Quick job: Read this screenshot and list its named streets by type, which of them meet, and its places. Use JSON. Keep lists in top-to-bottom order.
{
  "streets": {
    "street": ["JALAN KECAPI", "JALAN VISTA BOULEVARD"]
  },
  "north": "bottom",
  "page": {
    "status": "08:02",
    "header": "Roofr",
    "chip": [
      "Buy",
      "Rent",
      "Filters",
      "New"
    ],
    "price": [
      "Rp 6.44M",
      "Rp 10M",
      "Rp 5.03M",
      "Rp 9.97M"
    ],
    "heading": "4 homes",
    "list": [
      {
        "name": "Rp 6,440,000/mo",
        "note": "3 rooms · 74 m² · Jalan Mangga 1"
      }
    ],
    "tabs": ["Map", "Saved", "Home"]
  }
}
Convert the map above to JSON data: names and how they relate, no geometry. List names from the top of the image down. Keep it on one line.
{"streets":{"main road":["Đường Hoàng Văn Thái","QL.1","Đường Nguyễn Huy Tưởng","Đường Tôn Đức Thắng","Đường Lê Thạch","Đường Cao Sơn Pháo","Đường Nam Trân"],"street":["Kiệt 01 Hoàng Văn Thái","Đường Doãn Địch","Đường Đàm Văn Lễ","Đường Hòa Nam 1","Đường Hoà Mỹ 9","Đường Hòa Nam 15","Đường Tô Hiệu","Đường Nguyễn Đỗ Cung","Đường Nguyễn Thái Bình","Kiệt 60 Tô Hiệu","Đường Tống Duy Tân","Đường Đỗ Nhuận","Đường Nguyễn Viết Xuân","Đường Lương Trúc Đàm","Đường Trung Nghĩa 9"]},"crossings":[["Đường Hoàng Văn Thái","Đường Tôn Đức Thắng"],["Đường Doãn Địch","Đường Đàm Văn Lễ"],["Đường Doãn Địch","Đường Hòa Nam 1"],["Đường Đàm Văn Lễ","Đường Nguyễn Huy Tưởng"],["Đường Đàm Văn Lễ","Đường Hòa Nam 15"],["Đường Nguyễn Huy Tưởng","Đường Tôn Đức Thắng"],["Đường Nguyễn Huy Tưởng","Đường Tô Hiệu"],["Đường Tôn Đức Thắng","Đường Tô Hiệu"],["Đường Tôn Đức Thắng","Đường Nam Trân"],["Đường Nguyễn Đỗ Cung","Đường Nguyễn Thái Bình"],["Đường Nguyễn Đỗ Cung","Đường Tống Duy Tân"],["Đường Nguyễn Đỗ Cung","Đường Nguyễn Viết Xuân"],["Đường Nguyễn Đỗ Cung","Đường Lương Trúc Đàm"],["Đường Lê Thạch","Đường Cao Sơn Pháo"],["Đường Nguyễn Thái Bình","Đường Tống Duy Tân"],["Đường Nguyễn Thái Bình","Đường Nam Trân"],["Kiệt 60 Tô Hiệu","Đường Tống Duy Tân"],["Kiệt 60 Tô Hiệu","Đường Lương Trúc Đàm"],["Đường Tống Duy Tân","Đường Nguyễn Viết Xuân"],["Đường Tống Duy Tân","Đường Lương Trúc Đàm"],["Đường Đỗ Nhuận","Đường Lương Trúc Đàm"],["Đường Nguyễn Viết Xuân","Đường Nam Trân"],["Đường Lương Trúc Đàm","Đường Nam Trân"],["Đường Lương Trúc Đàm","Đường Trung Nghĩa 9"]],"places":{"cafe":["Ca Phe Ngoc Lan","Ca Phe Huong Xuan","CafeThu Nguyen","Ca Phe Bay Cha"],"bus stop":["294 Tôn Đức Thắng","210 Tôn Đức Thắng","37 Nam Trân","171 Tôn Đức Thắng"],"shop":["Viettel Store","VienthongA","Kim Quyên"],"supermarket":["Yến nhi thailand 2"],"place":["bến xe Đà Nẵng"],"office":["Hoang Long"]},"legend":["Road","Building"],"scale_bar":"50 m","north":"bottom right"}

__________________________________________________

Look through the entries above and list every line containing "Keep".

Quick job: Read this screenshot and list its named streets by type, which of them meet, and its places. Use JSON. Keep lists in top-to-bottom order.
Convert the map above to JSON data: names and how they relate, no geometry. List names from the top of the image down. Keep it on one line.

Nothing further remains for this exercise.